Shallow semantic analyzers, such as semantic role labelers and sense taggers, are increasing in accuracy and becoming commonplace. However, they only provide limited and local representations of words and individual predicate-argument structures.
This talk will address some of the current opportunities and challenges in producing deeper, richer representations of coherent eventualities. Available resources, such as VerbNet, that can assist in this process will also be discussed, as well as some of their limitations.
Martha Palmer is a Full Professor at the University of Colorado with joint appointments in Linguistics and Computer Science and is an Institute of Cognitive Science Faculty Fellow. She recently won a Boulder Faculty Assembly 2010 Research Award.

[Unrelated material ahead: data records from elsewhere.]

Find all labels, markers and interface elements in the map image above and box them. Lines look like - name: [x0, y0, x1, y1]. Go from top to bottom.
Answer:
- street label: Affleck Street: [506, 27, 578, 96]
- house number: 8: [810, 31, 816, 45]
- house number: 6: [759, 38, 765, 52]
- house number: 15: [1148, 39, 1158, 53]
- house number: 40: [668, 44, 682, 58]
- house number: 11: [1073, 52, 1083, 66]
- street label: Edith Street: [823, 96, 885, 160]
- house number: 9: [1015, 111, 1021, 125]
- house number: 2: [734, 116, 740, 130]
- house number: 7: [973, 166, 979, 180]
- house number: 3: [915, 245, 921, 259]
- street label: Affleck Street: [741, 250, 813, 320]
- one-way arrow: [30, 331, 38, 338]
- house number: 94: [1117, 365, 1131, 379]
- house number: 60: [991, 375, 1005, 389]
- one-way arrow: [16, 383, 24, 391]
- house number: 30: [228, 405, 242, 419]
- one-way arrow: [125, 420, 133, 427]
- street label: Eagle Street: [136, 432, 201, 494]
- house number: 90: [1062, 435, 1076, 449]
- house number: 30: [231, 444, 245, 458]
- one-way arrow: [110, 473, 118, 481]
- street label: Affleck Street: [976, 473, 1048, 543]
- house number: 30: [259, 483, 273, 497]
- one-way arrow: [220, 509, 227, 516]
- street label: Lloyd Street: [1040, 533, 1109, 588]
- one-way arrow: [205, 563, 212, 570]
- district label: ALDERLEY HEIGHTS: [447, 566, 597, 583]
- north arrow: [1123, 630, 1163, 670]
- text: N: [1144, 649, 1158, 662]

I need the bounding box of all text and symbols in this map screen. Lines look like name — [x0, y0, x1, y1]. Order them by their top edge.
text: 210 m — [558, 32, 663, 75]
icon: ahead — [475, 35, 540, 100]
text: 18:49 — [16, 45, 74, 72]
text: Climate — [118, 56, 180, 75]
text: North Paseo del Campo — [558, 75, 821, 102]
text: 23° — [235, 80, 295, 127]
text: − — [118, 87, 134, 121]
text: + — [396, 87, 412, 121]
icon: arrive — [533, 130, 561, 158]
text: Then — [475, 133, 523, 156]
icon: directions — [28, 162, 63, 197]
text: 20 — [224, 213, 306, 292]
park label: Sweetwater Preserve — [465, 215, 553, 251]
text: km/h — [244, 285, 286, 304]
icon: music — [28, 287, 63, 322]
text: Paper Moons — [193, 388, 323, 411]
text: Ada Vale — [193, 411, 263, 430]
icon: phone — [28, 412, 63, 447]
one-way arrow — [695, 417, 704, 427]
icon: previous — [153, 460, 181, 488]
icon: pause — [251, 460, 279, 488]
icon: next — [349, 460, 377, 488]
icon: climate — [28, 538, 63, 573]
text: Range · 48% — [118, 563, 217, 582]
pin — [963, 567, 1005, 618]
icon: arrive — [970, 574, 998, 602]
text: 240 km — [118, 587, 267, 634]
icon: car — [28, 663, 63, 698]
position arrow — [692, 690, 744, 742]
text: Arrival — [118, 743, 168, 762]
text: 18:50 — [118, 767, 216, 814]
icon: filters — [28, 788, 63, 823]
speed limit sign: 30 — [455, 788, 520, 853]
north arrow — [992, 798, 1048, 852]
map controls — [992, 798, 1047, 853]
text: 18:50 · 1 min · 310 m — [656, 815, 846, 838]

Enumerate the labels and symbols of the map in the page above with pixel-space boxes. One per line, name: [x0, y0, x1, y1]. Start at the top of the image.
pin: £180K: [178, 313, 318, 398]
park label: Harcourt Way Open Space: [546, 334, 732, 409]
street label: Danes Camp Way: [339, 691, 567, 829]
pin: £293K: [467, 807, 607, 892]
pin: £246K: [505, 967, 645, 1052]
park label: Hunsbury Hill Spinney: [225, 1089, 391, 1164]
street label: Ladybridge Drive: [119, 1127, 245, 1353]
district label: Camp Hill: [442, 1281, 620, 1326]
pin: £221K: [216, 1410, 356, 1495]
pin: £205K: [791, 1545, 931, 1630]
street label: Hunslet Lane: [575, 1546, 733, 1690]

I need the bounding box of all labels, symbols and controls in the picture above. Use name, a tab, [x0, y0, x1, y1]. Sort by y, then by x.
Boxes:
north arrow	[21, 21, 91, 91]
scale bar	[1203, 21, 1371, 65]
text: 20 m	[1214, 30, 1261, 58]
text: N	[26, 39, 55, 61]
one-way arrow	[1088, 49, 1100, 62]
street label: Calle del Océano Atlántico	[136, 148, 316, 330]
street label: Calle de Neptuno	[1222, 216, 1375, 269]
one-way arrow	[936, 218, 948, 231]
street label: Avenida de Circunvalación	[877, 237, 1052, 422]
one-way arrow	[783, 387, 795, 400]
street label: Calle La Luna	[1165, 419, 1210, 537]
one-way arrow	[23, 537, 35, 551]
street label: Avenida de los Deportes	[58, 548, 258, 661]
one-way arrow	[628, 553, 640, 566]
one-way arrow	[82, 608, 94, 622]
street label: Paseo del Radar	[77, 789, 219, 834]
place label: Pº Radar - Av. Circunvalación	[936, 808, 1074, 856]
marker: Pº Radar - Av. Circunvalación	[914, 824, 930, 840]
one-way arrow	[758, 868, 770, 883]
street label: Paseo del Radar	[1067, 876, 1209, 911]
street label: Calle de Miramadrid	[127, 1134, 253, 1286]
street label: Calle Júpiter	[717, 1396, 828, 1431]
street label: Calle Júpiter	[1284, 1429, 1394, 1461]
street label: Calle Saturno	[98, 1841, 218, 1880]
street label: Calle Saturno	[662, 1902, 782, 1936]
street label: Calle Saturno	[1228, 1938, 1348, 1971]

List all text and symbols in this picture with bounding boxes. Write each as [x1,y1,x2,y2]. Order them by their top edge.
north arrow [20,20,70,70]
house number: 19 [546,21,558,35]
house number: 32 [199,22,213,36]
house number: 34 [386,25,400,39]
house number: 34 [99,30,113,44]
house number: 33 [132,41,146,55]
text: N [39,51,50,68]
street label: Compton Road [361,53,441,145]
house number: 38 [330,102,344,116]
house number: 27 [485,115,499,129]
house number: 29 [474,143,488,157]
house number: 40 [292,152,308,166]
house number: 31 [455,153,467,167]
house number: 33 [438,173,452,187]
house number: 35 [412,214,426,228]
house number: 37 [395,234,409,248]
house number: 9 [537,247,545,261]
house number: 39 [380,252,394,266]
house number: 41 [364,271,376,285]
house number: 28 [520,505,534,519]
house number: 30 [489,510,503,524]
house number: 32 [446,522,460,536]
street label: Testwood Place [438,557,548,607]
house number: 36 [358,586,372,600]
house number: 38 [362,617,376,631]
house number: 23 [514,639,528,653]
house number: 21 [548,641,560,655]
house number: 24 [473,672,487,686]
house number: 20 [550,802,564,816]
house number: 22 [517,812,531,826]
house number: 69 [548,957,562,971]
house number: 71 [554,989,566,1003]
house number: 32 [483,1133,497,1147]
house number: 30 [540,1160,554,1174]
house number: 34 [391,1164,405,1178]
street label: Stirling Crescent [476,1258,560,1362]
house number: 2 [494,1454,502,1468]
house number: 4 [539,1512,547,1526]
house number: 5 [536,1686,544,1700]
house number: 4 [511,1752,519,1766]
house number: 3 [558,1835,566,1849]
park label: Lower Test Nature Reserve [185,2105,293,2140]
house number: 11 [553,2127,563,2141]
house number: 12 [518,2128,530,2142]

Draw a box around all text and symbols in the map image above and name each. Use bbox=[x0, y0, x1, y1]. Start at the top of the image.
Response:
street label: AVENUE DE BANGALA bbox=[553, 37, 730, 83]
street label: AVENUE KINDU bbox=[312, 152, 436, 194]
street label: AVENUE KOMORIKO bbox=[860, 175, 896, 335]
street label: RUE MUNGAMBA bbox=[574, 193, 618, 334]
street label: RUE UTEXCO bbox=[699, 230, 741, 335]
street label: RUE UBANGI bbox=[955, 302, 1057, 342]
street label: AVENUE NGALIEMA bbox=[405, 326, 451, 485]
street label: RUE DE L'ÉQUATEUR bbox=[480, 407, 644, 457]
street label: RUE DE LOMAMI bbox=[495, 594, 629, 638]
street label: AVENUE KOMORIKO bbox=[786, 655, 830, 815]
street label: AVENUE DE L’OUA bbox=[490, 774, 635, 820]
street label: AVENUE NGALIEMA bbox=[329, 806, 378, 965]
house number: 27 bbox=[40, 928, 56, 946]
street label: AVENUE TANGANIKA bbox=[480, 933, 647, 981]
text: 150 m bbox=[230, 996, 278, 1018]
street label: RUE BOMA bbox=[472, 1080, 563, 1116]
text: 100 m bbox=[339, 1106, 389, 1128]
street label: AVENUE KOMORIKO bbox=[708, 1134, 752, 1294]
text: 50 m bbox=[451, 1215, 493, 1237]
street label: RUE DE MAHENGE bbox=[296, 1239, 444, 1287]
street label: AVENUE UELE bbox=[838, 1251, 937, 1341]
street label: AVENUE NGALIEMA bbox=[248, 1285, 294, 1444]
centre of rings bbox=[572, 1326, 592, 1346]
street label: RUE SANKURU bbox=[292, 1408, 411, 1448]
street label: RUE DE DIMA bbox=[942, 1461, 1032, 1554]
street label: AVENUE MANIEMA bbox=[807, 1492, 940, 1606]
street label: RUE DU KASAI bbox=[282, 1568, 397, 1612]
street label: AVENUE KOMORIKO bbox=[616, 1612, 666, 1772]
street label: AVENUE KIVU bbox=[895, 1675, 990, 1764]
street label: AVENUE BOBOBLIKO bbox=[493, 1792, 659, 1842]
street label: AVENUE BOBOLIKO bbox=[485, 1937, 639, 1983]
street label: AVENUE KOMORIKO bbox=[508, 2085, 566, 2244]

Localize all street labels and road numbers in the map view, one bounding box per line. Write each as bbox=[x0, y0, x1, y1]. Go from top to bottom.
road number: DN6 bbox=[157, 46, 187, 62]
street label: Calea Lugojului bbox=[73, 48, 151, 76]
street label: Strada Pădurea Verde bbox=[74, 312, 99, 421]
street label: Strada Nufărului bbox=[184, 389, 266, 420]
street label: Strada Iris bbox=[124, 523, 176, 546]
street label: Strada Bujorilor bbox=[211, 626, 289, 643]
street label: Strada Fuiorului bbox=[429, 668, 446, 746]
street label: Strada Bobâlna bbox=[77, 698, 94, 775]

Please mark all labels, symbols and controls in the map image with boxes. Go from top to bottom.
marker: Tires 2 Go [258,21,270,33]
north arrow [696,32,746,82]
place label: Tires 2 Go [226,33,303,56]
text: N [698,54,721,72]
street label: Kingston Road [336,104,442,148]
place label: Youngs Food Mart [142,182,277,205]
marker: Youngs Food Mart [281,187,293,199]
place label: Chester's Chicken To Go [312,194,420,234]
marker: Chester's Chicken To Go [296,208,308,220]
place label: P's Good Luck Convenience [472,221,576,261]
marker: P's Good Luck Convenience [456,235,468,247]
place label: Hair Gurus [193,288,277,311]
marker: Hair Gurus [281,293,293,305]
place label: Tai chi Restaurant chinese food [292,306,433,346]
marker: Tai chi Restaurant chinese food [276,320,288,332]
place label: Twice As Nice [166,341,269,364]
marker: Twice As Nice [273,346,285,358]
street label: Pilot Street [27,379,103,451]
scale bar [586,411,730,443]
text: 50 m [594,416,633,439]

Martha's research has been focused on trying to capture elements of the meanings of words that can comprise automatic representations of complex sentences and documents. Supervised machine learning techniques rely on vast amounts of annotated training data so she and her students are engaged in providing data with word sense tags and semantic role labels for English, Chinese, Arabic, Hindi, and Urdu, funded by DARPA and NSF. They also train automatic sense taggers and semantic role labelers, and extract bilingual lexicons from parallel corpora. A more recent focus is the application of these methods to biomedical journal articles and clinical notes, funded by NIH.
Martha is a co-editor for the Journal of Natural Language Engineering and for LiLT, Linguistic Issues in Language Technology, and on the CLJ Editorial Board. She is a past President of the Association for Computational Linguistics, past Chair of SIGLEX and SIGHAN, and was the Director of the 2011 Linguistics Institute held in Boulder, Colorado.